O Boca Juniors está próximo de escolher seu novo presidente. No próximo domingo (8), mais de 87 mil pessoas irão votar no próximo comandante do clube xeneize que será, também, o líder do "25º estado" argentino.
O Boca Juniors está longe de ser apenas um clube de futebol e sua política tem influência, também, na política nacional. Basta pegarmos como exemplo o atual presidente da Argentina, Mauricio Macri.

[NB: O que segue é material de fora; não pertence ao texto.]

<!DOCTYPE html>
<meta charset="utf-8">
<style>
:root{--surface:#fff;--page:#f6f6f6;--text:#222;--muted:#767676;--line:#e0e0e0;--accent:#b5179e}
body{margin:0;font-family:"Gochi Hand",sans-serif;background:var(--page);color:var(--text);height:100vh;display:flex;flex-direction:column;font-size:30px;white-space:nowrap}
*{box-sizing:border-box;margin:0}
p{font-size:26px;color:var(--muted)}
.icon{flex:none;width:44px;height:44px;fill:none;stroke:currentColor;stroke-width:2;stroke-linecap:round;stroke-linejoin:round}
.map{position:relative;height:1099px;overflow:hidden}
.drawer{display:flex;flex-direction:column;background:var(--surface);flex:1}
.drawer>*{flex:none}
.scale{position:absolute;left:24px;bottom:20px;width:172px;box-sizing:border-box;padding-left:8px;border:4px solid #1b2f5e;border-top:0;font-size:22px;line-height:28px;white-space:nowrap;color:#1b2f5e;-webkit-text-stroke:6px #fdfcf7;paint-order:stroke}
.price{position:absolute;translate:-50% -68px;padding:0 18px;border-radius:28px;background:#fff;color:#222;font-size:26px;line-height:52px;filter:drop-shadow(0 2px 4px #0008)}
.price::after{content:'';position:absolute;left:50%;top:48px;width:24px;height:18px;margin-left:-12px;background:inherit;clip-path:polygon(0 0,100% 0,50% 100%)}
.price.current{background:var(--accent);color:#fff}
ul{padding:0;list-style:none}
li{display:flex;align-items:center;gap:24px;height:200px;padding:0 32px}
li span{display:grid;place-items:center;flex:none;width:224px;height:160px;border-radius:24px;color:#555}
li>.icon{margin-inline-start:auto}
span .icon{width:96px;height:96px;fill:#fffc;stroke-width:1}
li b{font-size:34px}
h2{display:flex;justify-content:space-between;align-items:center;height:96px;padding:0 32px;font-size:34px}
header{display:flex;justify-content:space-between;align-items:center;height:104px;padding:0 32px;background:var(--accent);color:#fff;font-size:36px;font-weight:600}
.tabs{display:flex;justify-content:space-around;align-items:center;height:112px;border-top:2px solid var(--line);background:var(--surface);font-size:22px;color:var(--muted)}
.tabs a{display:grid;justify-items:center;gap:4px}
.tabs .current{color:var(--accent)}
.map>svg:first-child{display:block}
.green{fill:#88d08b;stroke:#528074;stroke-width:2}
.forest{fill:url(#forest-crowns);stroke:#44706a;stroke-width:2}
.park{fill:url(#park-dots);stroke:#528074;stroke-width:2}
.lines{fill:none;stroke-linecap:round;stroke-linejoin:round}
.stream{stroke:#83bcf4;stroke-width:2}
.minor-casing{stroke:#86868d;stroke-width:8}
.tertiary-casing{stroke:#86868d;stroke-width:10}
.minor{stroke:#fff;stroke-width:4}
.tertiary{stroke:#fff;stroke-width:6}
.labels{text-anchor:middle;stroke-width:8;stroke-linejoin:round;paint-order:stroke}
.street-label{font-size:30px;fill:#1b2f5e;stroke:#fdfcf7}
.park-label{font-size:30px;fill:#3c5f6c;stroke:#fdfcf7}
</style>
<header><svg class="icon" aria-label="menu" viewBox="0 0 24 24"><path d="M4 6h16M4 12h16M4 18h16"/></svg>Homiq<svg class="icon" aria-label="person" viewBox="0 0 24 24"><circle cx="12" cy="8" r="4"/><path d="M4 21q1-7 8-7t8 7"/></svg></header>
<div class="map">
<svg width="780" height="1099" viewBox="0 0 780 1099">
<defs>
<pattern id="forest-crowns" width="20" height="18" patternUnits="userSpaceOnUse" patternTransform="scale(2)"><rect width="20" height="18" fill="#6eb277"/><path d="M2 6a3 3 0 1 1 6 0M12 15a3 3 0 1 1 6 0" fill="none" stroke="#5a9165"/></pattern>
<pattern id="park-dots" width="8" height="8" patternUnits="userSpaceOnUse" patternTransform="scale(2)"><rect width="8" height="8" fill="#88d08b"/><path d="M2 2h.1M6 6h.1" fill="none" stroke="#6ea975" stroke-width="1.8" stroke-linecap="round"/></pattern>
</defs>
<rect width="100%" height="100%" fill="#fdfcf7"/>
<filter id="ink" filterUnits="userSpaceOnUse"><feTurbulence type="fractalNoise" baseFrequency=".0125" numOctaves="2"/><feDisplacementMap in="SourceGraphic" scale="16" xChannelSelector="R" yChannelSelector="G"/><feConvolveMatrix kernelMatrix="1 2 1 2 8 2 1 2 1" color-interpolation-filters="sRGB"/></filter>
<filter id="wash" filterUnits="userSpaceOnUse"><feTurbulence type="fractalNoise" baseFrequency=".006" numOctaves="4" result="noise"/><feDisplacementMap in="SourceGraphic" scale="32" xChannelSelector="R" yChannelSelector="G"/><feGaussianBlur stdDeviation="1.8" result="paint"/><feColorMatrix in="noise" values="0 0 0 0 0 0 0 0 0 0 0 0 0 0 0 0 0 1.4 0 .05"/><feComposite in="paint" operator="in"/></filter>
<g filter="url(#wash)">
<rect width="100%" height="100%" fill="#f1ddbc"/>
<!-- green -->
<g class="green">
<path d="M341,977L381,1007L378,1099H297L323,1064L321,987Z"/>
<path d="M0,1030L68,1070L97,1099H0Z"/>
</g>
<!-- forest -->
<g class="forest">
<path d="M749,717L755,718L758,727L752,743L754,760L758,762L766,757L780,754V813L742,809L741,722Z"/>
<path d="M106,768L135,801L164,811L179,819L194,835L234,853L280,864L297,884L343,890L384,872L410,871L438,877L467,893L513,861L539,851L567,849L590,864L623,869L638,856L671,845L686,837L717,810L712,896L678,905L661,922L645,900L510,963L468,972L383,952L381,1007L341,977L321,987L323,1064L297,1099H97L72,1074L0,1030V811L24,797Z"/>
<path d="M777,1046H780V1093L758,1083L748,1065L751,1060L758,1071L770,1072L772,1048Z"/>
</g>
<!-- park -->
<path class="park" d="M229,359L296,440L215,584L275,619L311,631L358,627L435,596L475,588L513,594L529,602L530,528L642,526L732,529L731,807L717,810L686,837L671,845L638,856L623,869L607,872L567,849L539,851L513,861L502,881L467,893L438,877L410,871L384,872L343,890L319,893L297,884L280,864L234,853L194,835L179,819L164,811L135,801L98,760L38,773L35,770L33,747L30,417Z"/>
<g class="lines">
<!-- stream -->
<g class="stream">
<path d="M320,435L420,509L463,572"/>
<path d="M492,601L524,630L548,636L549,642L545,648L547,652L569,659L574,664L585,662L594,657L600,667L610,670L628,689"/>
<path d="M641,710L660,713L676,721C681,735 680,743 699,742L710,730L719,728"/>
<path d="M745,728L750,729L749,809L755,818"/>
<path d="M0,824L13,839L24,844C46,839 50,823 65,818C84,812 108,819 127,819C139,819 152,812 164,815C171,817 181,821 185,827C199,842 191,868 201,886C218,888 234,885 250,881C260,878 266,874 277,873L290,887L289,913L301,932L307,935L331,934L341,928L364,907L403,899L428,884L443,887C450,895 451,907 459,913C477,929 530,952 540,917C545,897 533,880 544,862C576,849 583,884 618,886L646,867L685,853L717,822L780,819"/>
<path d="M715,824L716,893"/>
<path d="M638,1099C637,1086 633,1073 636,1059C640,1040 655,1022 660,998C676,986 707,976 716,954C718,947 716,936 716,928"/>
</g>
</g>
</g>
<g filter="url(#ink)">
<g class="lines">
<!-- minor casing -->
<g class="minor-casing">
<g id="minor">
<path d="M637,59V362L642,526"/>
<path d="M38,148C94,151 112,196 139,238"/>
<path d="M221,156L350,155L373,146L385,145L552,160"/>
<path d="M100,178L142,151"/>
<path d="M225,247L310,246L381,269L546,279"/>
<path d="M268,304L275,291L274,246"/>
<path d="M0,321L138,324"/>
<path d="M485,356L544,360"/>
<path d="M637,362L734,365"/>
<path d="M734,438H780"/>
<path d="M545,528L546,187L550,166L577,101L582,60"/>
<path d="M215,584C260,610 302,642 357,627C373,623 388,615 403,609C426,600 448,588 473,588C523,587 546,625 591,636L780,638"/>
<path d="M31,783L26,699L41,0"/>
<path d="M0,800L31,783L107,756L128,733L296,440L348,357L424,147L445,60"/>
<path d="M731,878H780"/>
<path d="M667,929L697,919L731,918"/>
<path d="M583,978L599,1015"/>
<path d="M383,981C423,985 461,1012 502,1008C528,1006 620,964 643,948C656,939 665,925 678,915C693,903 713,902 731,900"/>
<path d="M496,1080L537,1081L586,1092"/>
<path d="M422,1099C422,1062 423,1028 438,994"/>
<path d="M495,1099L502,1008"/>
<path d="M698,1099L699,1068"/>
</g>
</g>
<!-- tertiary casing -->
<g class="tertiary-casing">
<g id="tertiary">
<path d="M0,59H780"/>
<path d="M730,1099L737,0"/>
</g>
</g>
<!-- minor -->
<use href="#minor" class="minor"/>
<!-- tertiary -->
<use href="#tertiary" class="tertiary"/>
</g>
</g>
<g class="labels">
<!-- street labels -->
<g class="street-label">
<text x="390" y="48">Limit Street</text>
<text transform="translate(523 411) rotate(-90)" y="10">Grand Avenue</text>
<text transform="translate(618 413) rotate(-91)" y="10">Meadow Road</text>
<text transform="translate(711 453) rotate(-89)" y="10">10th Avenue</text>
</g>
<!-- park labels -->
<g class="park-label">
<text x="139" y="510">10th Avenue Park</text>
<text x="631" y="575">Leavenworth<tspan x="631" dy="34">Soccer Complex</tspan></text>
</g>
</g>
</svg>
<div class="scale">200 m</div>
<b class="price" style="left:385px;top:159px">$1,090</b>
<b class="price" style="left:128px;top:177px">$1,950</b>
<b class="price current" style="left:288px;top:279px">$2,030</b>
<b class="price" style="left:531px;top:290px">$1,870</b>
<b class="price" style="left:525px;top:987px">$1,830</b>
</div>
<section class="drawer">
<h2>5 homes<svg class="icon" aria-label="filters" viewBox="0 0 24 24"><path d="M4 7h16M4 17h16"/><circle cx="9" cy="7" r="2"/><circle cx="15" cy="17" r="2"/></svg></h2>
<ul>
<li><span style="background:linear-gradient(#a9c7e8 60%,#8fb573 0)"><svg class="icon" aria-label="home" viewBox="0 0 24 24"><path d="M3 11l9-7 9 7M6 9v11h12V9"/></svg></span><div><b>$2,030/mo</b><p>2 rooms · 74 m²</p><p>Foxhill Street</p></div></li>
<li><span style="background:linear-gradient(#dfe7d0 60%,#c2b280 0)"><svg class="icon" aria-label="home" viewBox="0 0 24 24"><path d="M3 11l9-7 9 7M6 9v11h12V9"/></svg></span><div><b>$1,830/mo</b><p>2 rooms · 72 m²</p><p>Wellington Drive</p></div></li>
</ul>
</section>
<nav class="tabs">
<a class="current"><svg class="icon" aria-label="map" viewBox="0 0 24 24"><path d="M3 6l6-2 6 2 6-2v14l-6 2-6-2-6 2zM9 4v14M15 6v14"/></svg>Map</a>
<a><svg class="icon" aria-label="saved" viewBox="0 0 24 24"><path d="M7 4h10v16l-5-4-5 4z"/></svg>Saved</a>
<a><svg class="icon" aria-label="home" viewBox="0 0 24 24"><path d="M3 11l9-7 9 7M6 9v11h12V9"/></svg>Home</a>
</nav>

Entre 1995 e 2007, Macri foi presidente do clube até que foi eleito prefeito da cidade de Buenos Aires, muito por conta de sua influência com La 12, a principal organizada do Boca, aonde ficou até 2015 quando venceu a eleição nacional.
O Boca Juniors tem cerca de 20 milhões de torcedores em um país que, segundo o último levantamento, de 2017, tem 44,27 milhões de habitantes. Ou seja, quase metade da população argentina torce para o Boca. Ser presidente do clube e fazer um bom trabalho é ter o apoio de quase 50% do país.
Para a disputa deste ano são três nomes: Christian Gribaudo, candidato aliado de Daniel Angelici, atual presidente, José Beraldi e Jorge Amor Ameal, este último com Juan Román Riquelme como seu candidato a vice.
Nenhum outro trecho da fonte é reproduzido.